[Supplied information Boundary: Start]

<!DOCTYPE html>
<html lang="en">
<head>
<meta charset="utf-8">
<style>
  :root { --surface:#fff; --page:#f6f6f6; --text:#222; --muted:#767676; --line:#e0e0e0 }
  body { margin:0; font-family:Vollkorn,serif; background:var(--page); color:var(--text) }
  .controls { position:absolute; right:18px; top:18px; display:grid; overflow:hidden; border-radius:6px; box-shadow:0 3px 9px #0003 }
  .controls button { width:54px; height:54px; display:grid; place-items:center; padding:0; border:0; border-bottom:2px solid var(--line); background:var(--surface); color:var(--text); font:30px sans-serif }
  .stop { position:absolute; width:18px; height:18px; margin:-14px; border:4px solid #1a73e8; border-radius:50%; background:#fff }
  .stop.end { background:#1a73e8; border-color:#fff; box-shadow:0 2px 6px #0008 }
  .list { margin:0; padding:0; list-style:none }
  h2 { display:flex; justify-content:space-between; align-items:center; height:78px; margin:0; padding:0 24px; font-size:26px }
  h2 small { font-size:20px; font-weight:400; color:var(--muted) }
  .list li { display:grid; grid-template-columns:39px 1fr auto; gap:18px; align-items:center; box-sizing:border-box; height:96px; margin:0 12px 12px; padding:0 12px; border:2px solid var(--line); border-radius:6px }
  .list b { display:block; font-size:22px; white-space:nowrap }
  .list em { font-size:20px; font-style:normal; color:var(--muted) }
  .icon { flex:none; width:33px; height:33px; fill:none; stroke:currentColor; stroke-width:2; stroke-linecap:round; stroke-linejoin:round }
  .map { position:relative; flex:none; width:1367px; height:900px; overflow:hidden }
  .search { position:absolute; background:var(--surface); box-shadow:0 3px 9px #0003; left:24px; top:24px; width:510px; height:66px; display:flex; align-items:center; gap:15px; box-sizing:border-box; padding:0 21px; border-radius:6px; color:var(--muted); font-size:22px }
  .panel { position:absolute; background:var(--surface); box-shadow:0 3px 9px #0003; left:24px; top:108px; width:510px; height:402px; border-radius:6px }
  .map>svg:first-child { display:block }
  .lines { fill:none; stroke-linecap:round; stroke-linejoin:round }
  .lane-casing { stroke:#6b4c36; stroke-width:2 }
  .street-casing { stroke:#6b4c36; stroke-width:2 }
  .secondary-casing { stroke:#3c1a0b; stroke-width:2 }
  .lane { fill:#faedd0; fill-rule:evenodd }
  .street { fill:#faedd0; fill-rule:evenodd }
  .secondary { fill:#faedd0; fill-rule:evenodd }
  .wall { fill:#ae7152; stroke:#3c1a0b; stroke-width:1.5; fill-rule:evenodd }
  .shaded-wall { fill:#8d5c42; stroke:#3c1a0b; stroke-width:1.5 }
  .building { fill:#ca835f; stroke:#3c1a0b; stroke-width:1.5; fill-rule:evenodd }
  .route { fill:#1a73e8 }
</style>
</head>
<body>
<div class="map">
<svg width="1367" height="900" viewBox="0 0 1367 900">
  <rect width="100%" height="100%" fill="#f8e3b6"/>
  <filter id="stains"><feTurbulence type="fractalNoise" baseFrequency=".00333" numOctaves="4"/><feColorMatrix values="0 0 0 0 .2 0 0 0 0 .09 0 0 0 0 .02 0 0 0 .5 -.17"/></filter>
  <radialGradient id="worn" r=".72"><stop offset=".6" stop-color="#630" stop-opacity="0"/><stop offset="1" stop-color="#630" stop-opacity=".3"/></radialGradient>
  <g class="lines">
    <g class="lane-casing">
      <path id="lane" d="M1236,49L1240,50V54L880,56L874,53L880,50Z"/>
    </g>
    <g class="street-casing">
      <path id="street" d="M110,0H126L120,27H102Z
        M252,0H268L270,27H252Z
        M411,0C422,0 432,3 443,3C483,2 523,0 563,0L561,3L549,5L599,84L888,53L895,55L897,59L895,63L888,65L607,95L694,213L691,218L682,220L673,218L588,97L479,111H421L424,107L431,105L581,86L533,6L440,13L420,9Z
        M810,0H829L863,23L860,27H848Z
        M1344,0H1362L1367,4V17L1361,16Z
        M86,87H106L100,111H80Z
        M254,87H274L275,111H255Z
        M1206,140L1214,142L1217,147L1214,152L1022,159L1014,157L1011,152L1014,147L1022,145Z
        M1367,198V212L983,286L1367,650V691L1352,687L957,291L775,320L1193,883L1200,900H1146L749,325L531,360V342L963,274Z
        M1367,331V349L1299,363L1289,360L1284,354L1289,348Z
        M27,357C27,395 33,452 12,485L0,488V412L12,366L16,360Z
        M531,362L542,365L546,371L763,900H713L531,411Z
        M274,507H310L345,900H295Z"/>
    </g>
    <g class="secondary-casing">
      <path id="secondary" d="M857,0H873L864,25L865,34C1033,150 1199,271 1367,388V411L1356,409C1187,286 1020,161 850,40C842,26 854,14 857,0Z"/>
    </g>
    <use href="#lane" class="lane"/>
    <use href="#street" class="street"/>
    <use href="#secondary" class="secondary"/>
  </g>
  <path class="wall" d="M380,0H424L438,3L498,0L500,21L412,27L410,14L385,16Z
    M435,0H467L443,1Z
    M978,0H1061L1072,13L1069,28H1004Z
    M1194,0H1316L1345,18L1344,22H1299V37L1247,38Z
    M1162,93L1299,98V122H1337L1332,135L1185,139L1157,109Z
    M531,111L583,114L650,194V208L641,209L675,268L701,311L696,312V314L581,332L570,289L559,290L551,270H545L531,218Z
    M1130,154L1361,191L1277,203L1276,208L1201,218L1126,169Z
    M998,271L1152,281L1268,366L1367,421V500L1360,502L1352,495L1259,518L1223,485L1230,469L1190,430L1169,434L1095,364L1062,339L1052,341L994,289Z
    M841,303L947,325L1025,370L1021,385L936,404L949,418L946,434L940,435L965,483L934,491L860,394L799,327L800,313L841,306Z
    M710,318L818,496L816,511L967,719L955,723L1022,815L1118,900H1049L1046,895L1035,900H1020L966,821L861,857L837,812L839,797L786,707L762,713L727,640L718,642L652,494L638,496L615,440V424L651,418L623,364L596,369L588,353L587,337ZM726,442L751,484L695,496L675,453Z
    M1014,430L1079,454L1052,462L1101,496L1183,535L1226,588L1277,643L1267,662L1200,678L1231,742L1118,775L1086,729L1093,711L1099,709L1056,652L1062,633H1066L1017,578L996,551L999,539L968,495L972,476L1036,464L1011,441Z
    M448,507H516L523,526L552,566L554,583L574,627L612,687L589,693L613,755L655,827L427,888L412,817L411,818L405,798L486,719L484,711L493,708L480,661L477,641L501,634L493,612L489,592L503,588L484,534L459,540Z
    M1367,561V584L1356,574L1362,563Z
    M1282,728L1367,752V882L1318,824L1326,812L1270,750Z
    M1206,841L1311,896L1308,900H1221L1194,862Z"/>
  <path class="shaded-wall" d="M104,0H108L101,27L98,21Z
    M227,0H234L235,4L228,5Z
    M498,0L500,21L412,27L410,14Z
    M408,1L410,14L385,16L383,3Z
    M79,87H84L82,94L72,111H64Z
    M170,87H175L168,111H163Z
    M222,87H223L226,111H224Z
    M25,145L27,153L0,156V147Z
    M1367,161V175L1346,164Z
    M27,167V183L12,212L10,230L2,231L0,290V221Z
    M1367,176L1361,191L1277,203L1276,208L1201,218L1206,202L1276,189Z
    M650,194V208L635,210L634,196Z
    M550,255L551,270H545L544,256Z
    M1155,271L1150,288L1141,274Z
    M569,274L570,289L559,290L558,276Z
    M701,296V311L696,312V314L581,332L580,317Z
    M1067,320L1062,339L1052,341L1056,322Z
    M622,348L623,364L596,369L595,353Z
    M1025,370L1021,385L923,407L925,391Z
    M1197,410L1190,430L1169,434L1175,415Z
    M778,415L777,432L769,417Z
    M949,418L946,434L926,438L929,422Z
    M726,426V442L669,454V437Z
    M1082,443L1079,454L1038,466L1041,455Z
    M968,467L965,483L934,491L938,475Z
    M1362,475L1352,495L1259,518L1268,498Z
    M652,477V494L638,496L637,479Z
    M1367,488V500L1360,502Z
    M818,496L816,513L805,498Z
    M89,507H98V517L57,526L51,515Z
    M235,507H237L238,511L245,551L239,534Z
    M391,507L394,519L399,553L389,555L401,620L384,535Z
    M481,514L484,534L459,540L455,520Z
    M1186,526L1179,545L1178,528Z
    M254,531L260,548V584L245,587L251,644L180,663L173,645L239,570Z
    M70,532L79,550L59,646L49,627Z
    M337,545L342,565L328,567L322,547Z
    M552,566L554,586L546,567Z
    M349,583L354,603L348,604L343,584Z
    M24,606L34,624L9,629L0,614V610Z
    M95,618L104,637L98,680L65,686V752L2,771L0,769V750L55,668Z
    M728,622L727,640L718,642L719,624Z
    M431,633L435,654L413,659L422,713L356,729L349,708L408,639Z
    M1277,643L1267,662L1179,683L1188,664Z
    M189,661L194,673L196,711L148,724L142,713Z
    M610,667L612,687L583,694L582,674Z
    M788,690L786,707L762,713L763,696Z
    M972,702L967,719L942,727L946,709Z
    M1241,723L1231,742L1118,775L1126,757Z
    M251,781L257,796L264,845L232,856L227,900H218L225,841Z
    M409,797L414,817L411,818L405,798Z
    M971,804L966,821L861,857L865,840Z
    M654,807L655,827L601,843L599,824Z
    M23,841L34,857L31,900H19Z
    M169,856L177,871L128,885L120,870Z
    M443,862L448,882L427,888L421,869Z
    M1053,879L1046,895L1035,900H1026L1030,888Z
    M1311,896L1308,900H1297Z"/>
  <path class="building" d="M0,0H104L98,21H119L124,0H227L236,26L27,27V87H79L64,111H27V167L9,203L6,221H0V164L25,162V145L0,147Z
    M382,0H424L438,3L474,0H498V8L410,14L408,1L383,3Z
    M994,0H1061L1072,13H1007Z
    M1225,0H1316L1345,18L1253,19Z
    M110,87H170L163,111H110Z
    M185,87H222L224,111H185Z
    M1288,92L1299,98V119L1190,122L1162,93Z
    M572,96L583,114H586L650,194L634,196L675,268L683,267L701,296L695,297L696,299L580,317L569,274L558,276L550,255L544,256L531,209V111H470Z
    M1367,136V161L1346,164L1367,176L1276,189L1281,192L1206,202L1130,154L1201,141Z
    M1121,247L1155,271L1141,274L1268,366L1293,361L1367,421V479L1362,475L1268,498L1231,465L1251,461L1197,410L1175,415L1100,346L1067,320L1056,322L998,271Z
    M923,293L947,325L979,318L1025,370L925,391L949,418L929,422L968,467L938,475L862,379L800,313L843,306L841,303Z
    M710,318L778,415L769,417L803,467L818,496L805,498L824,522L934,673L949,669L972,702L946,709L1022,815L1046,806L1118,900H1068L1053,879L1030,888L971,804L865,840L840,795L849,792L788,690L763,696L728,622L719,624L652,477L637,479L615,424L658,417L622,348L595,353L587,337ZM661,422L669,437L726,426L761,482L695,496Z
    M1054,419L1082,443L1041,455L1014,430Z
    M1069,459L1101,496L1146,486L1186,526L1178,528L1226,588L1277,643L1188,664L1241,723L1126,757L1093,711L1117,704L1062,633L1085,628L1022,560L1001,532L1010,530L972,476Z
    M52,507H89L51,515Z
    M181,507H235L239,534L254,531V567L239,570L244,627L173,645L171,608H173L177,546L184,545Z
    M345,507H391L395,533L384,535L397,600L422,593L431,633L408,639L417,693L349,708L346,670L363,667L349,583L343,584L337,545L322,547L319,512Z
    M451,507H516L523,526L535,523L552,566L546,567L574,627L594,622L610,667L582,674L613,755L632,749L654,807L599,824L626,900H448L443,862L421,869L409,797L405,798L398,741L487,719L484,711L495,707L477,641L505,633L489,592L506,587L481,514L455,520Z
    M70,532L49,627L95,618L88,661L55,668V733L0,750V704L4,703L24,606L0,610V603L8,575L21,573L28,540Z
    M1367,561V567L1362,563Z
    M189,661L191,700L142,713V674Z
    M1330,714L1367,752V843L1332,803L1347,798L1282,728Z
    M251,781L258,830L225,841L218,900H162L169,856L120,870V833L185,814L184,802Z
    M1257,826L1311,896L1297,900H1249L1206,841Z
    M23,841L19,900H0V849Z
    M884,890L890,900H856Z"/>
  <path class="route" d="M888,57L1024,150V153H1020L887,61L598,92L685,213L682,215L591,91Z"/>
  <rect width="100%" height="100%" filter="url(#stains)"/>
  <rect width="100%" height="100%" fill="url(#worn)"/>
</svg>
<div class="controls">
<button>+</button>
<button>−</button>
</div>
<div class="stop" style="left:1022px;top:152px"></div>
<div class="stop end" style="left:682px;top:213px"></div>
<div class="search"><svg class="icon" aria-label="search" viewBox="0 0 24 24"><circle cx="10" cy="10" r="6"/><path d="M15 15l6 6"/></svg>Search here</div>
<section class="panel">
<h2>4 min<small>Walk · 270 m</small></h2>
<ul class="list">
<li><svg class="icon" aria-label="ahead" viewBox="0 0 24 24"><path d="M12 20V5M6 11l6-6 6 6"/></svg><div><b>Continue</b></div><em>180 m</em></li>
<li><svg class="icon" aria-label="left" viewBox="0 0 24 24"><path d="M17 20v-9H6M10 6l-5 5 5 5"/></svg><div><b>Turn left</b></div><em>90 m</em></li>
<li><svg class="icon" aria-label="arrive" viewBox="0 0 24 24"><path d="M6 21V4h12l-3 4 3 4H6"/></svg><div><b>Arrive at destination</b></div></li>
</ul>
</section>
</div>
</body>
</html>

[Supplied information Boundary: End]

:: Description of the task ::
State only the count of lines above that hold the string "overflow".

:: Written response ::
2